In what could lead to significant tax implications, the finance ministry last month issued draft guiding principles for the determination of Place of Effective Management (PoEM) of a company. The government amended Sec 6 of the Income-Tax Act to introduce PoEM as the test to determine the place of residence of companies in the country. The change was included in the Finance Act, 2015, which received the President’s assent on May 12, 2015, and will come into effect from April 1, 2016.
Under the amended law, a company shall be considered resident in India in any previous year, if it is an Indian company, or its PoEM in that year is in India. PoEM has been defined to mean a place where key management and commercial decisions that are necessary for the conduct of the business of an entity, as a whole, are in substance made.
Prior to it, a company was considered a domestic resident in any previous year if it was an Indian company or if control and management of its affairs were situated wholly in the country during the year. The loophole allowed companies to avoid paying tax by artificially escaping residential status by shifting insignificant or isolated events related with control and management outside India.
Tax experts are divided on PoEM. Some feel it will plug the loopholes in the tax regime; other terms it as a ‘retrograde step’ by the government.
Welcoming the draft guidelines, taxation lawyer Tarun Gulati, partner, PDS Legal, said these provide directional guidance on many controversial issues. “PoEM is an attempt to plug the loopholes caused by the incorporation of shell companies outside India, even though effective management of such companies was from India.

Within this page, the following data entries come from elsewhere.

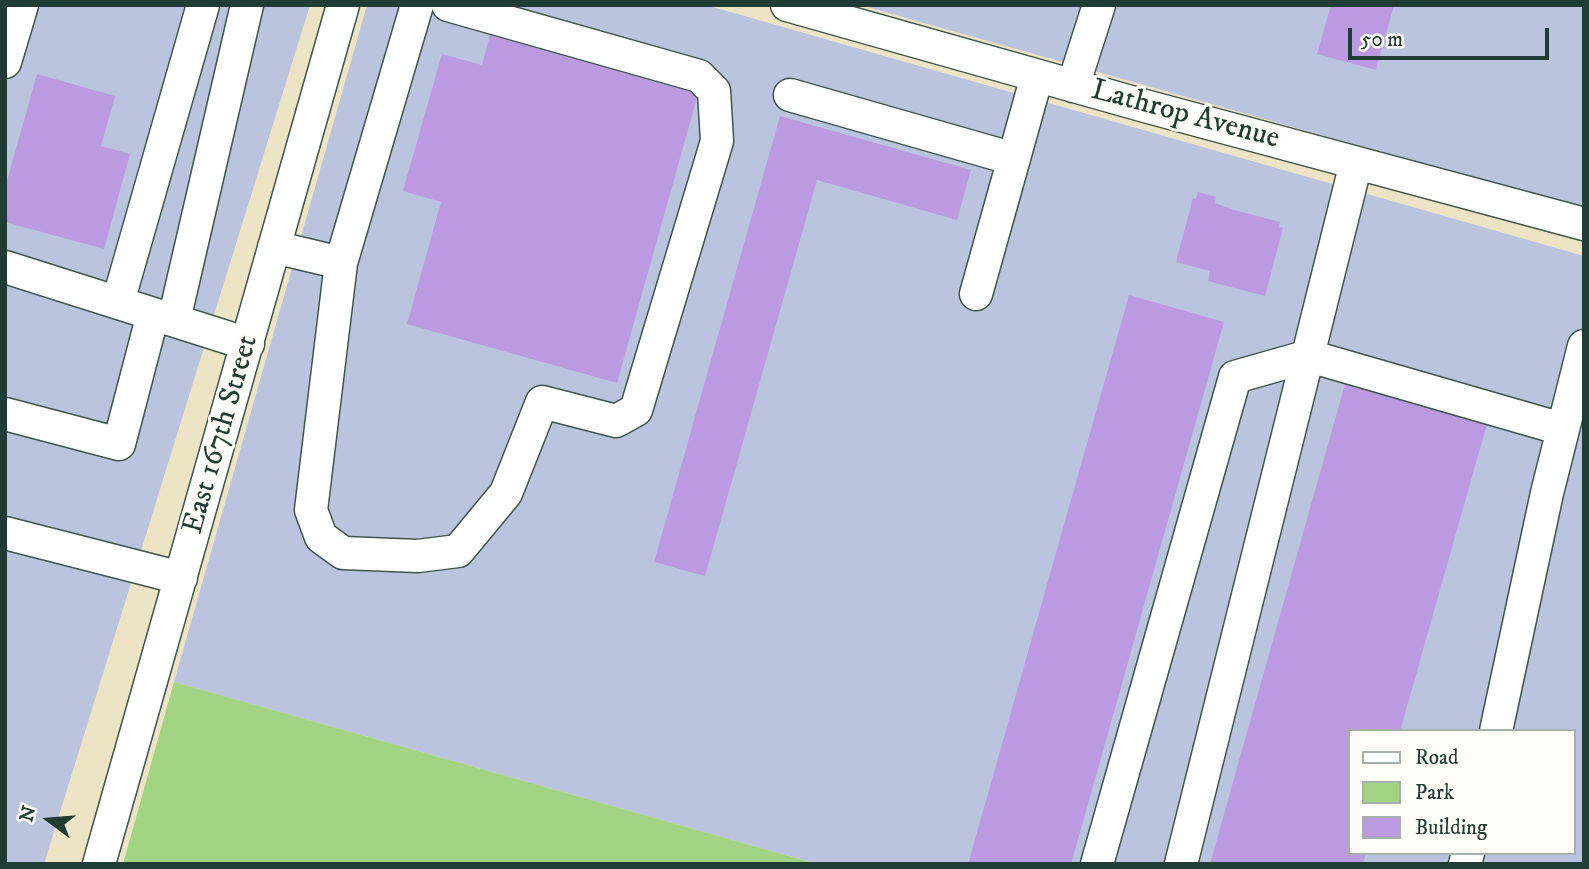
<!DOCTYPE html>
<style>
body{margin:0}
#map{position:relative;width:1589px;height:869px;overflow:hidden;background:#ede4c5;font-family:"IM FELL DW Pica",serif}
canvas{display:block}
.frame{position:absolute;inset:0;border:7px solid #1f3d34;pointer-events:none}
.legend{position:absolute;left:1348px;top:729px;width:228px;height:126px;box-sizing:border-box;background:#fdfcf7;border:2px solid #a4b0a9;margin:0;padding:9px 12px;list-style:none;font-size:21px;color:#1f3d34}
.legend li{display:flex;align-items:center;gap:14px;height:35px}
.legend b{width:35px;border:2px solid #a4b0a9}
.north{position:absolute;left:14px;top:785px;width:70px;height:70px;-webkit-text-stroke:5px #fdfcf7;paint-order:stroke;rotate:286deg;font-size:19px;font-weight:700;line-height:28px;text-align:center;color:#1f3d34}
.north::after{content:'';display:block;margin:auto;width:24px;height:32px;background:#1f3d34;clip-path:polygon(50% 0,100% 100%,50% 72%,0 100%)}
.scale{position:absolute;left:1348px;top:28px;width:201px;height:32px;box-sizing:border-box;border:4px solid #1f3d34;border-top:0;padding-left:9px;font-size:21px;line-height:24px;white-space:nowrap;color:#1f3d34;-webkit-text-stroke:5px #fdfcf7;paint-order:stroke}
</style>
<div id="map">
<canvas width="1589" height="869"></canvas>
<div class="frame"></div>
<ul class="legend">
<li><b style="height:9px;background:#fff"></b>Road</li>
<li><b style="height:19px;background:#a2d483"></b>Park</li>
<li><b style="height:19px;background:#bc9ae2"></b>Building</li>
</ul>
<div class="north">N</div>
<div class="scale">50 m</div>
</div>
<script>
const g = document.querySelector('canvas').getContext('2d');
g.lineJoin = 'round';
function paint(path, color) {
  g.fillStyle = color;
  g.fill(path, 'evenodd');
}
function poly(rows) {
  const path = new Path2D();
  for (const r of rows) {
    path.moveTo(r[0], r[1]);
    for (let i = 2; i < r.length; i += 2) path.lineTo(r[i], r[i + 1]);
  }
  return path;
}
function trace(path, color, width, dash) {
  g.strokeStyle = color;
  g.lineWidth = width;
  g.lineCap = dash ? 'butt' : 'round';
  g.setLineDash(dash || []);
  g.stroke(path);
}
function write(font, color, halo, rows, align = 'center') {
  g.font = font + ' "IM FELL DW Pica",serif';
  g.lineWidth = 6;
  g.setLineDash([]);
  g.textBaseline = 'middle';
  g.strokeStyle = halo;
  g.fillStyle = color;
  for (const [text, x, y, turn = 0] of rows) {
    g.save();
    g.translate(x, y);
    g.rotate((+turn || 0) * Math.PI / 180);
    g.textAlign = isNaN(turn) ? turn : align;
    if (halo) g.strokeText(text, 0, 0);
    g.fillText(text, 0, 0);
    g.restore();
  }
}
paint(poly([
 [5,5,310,5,44,864,5,864],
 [367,5,706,5,1584,256,1584,864,817,864,174,682],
 [1349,731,1573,731,1573,853,1349,853],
 [860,5,1584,5,1584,209]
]), '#bac4de');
paint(poly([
 [174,682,817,864,123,864]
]), '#a2d483');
paint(poly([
 [1331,5,1394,5,1376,70,1317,54],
 [490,35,698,94,617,383,407,324,441,202,403,191,442,54,482,65],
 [37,74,115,96,101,146,130,154,104,249,5,222,5,188],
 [780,116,971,170,957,220,817,180,705,576,654,562],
 [1198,192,1216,197,1215,203,1231,209,1280,222,1279,227,1283,228,1265,296,1208,281,1210,271,1176,262,1193,198,1196,199],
 [1129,295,1224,322,1071,864,968,864],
 [1347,377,1489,417,1400,731,1349,731,1349,853,1366,853,1363,864,1210,864]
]), '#bc9ae2');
const minor = poly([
 [417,5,341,263,311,510,321,537,343,553,418,556,458,551,506,493,542,402,616,421,636,410,717,141,714,91,699,76,448,5],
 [787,5,1145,106,1584,224],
 [5,62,22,5],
 [1073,86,1099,5],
 [790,95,1014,159],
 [274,247,341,263],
 [5,267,248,344],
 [976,294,1037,76],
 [118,302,203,5],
 [174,320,247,5],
 [5,414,119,444,153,314],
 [5,533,181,578],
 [1496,731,1547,493,1584,346],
 [99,864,343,5],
 [1097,864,1235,377,1309,356,1562,429],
 [1181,864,1356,163],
 [1465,864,1468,853]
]);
trace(minor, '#3e564a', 35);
trace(minor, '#fff', 32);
write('30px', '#1f3d34', '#fdfcf7', [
 ["Lathrop Avenue",1185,116,15],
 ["East 167th Street",222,435,-74]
]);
</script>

This shift has been proposed to bring companies that are incorporated outside India but being effectively managed in India under the Indian tax net, and to bring India’s test of corporate residence for tax purposes in line with international standards,” Gulati said.
“The government through the implementation of these guidelines seeks increased revenue by bringing into the tax net the companies which were shifting their taxable income outside India by incorporating shell companies outside the country. This is an attempt to reduce tax avoidance and evasion arising from selecting preferential residential status,” he elaborated.
According to the lawyer, these guidelines recognise that a company may have more than one place of management, but have only place of effective management at any given point of time. So, the guidelines give importance to substance over form. He further added that the companies primarily affected by the new regime will be the foreign companies having Indian branches and foreign subsidiaries of Indian holding companies.
The place where management decisions are taken would be more important than the place where such decisions are implemented and “substance” would be conclusive rather than “form”, tax experts feel.
According to them, non-resident firms outsourcing important functions to India that contribute substantially to their global value and domestic companies setting up subsidiaries abroad could now face tighter scrutiny on whether they were being effectively managed from India.
Says MS Syali, senior advocate specialising in tax litigation, “the new provision is a retrograde step in the stated object of promoting globalisation.” On one hand, the government is “promoting globalisation/ease of business for outgoing and incoming investments. On the other, it wants to tax the income of related companies even where the holding company in India takes policy decisions on the conduct of business,” the tax expert said, adding, “It is a reversal of the earlier statutory position without valid and cogent grounds. It is irrational and violates the doctrine of proportionality. The malady sought to be remedied was trivial in scope and deserved an appropriate amendment only.”
Experts have also raised concerns that guidelines will lead to double taxation for companies.
Says SC lawyer DL Chidananda, who has handled many tax matters including the Vodafone tax case, “many Indian companies with PoEM in India have set up companies in foreign shores. They are likely to be impacted. These regulations, read with amendments made to Sec 2 and Sec 9 of the Income-Tax Act by the Finance Act, 2012, may result in double taxation and lead to global tax cost.”
According to him, these companies will end up paying taxes twice on the overseas business—in the country where they earn income and now also in India on their global income.
“PoEM regulations are unilateral guidelines by India; these are not part of negotiations between countries with which India has entered into double taxation avoidance treaties. The foreign country may not recognise our understanding of PoEM,” he adds.
The guidelines will have significant implications since Indian companies will have to change the way they operate.
Analysts feel companies must have proper documentary evidence to prove that a foreign company’s management is actually situated outside the country. “Now, foreign companies will have to file their regular income-tax returns in India and obtain PAN here. Since their global incomes will be taxable in India, they will have to pay advance tax, self-assessment tax and maintain regular books of accounts,” Chidananda added. But he is of the opinion that the government should enforce these rules from the next financial year rather than April 1, 2016, to ensure that all the parties involved—revenue authorities, foreign companies and domestic firms—understand the new compliance regime.